Re: How to grep for tab spaces?

Simply as,

grep -Evf 100linefile 25kfile > new25kfile

mv new25kfile > 25kfile.

--
Muthu
Easy to suggest when don't know about the problem!
A. Clay Stephenson
Acclaimed Contributor

Re: How to grep for tab spaces?

Your attempt :

#!/bin/ksh

for USER in `cat /tmp/test`
do
echo $USER
grep -E -v -e' $USER ' < /tmp/emails.lst > /tmp/emails.out

can't possibly work. Why? Because variables within sigle quotes are not expanded so that ' ${USER} ' is just exactly that. The solution is DOUBLE quotes.
If it ain't broke, I can fix that.
Arturo Galbiati
Esteemed Contributor

Re: How to grep for tab spaces?

Hi,
this is run fine on my server with korn shell:

1.
sed 's/^/ /;s/$/ /' 100line>100line.new
This will create a file 100line.new with the user name eclosed in tabs.

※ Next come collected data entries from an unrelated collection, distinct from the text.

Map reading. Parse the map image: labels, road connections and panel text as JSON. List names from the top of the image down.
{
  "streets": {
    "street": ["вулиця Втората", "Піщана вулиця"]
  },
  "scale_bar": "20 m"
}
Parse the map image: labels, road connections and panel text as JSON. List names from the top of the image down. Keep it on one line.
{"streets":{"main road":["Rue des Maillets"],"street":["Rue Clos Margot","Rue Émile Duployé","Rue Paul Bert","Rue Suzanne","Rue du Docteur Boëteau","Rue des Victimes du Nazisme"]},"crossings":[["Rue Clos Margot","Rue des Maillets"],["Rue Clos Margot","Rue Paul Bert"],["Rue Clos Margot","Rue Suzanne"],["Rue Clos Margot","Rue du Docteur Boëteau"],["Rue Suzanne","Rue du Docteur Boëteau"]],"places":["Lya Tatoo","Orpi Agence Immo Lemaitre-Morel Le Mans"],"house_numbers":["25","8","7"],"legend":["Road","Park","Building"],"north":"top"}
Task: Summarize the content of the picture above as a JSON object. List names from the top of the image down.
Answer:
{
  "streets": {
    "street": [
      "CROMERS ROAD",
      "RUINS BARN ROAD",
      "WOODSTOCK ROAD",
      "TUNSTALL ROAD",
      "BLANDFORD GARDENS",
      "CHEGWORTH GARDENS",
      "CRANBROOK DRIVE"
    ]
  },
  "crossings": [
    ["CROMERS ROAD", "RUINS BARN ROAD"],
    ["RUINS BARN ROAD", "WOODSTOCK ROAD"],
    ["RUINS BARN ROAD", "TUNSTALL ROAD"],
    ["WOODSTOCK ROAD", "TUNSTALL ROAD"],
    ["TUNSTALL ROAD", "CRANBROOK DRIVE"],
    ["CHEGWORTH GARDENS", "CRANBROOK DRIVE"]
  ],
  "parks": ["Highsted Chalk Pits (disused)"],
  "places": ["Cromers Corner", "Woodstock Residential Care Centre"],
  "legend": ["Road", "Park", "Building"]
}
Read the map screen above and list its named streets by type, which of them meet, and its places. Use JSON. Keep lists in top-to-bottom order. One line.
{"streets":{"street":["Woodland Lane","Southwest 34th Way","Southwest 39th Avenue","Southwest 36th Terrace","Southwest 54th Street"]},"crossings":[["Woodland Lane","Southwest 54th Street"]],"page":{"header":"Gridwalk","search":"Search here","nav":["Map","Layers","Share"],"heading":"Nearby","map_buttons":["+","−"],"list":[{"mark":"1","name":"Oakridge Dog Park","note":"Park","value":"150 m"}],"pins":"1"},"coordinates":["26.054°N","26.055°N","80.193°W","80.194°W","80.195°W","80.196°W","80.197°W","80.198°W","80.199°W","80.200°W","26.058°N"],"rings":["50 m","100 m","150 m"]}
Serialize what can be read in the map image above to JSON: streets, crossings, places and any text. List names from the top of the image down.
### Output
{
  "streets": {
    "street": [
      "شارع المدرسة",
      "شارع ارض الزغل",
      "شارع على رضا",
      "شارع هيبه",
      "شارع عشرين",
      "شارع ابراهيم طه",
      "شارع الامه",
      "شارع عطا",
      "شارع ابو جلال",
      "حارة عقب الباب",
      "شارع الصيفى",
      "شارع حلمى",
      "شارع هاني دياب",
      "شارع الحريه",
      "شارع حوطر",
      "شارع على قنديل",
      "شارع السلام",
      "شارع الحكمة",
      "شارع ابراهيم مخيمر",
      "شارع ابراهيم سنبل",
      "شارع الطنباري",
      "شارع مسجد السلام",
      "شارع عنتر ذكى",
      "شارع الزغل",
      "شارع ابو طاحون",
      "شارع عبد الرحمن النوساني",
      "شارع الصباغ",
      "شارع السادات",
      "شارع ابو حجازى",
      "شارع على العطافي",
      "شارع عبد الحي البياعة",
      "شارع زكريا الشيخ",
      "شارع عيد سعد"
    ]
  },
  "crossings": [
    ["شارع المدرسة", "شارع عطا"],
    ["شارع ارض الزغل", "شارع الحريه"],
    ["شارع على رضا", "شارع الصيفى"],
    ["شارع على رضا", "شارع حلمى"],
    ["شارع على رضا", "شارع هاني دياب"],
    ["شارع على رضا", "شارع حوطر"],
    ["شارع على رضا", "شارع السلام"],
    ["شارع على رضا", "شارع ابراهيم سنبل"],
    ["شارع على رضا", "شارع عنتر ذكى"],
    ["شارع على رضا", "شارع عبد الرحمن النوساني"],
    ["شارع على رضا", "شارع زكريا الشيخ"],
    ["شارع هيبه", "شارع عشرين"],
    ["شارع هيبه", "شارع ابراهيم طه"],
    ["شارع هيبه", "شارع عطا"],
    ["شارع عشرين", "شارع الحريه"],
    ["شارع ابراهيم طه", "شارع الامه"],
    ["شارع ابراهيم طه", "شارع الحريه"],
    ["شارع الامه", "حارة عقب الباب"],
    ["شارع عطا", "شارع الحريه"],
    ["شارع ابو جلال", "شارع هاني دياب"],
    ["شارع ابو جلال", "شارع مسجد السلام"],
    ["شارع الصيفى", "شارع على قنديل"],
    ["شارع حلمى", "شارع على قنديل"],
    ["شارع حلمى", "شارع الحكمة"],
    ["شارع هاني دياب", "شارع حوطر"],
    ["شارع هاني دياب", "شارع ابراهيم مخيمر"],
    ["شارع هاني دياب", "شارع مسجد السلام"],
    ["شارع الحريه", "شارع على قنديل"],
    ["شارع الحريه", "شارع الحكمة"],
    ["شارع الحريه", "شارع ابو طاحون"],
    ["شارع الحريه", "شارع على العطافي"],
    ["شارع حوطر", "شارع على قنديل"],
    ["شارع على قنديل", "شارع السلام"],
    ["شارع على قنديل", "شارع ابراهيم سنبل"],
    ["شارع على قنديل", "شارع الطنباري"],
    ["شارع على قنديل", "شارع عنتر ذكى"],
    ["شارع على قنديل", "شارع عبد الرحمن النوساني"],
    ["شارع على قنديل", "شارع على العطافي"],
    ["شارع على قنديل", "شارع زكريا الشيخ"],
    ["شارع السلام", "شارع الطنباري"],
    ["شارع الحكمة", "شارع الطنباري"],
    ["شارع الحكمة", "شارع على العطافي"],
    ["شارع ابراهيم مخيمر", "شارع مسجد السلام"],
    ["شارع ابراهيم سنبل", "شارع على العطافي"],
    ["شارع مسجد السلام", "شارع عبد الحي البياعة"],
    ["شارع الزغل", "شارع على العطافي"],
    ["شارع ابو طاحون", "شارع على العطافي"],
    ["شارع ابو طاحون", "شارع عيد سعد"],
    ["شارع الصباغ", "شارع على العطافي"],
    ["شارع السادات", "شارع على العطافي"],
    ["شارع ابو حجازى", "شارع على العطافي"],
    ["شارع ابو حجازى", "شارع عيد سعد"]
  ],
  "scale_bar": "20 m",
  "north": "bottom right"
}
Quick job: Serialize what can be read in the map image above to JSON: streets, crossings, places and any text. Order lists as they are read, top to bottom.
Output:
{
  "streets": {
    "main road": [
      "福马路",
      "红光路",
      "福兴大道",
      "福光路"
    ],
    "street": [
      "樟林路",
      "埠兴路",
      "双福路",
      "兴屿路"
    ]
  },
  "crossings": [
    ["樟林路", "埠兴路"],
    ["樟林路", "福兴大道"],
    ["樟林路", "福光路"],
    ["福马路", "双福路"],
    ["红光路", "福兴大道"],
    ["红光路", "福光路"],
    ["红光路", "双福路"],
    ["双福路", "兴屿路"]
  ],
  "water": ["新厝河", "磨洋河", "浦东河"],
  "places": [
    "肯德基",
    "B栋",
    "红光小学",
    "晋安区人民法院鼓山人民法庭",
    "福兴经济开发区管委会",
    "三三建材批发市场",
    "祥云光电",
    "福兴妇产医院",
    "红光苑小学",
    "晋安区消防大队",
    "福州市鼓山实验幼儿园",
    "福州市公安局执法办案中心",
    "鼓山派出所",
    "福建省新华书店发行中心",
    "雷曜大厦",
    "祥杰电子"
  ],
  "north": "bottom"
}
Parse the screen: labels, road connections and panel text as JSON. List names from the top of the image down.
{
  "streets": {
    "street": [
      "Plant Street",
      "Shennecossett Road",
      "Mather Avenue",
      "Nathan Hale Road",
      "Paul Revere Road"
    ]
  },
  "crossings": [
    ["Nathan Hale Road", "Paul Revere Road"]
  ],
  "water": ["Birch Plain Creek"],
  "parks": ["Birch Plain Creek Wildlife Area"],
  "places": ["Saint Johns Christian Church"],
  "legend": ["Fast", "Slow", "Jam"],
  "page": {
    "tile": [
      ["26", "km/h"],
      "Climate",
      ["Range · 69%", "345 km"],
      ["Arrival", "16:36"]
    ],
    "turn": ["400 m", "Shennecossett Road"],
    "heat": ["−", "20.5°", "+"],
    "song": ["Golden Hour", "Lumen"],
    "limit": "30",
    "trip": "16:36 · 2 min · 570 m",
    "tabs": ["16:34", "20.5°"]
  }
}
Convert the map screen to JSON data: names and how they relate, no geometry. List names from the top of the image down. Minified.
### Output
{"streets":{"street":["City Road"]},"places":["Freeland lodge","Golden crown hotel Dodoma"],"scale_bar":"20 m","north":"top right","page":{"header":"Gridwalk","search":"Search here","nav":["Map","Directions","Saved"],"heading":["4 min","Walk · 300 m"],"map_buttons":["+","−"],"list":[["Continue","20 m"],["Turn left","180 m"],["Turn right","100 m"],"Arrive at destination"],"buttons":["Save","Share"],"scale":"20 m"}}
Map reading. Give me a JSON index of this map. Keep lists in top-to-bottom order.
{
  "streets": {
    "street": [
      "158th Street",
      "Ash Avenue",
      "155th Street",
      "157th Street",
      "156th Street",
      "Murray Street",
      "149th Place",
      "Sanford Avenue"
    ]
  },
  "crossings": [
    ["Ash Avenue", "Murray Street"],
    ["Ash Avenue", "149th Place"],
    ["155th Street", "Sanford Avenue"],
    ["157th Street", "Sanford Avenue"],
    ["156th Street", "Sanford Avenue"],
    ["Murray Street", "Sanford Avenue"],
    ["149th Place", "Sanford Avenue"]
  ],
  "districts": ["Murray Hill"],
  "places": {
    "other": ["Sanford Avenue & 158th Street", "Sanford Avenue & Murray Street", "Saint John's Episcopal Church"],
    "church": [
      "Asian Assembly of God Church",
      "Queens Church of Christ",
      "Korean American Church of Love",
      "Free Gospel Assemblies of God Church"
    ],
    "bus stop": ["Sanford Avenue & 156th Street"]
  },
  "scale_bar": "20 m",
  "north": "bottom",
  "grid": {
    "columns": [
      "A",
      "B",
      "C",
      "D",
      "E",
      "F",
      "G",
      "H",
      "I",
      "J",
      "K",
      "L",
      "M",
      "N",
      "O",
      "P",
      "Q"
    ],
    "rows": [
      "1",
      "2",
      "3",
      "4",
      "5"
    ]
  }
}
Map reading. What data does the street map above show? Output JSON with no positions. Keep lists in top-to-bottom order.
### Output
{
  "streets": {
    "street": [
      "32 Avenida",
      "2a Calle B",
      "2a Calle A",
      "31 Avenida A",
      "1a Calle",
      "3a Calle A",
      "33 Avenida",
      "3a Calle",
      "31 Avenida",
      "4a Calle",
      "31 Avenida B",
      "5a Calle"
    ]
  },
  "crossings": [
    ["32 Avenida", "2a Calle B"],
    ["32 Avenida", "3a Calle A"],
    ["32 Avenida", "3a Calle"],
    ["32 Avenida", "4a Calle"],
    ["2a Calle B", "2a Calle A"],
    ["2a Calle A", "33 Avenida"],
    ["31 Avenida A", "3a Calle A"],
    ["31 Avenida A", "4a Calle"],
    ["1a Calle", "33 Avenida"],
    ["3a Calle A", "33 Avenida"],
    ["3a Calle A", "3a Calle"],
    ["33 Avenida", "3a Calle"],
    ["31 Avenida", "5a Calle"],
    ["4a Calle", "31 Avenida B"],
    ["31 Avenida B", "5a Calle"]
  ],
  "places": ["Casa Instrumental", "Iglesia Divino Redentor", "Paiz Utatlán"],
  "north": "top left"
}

Plead note that you have to substitute the space in the above comamnd type TAB on you keyboard

2.
grep -vf 100line.new 25Kfile>25Kfile.new
this will obtain what you want

HTH,
Art
Peter Nikitka
Honored Contributor

Re: How to grep for tab spaces?

Hi Sean,

if you like an awk-solution:


awk -F' ' -v pat=100lines 'BEGIN {while ((getline < pat) == 1) m[$0]=$0; close (pat)}
NF>3 {out=1; for (p in m) {if (p==$2) {out=0;break}}; if(out) print}' logfile


mfG Peter
The Universe is a pretty big place, it's bigger than anything anyone has ever dreamed of before. So if it's just us, seems like an awful waste of space, right? Jodie Foster in "Contact"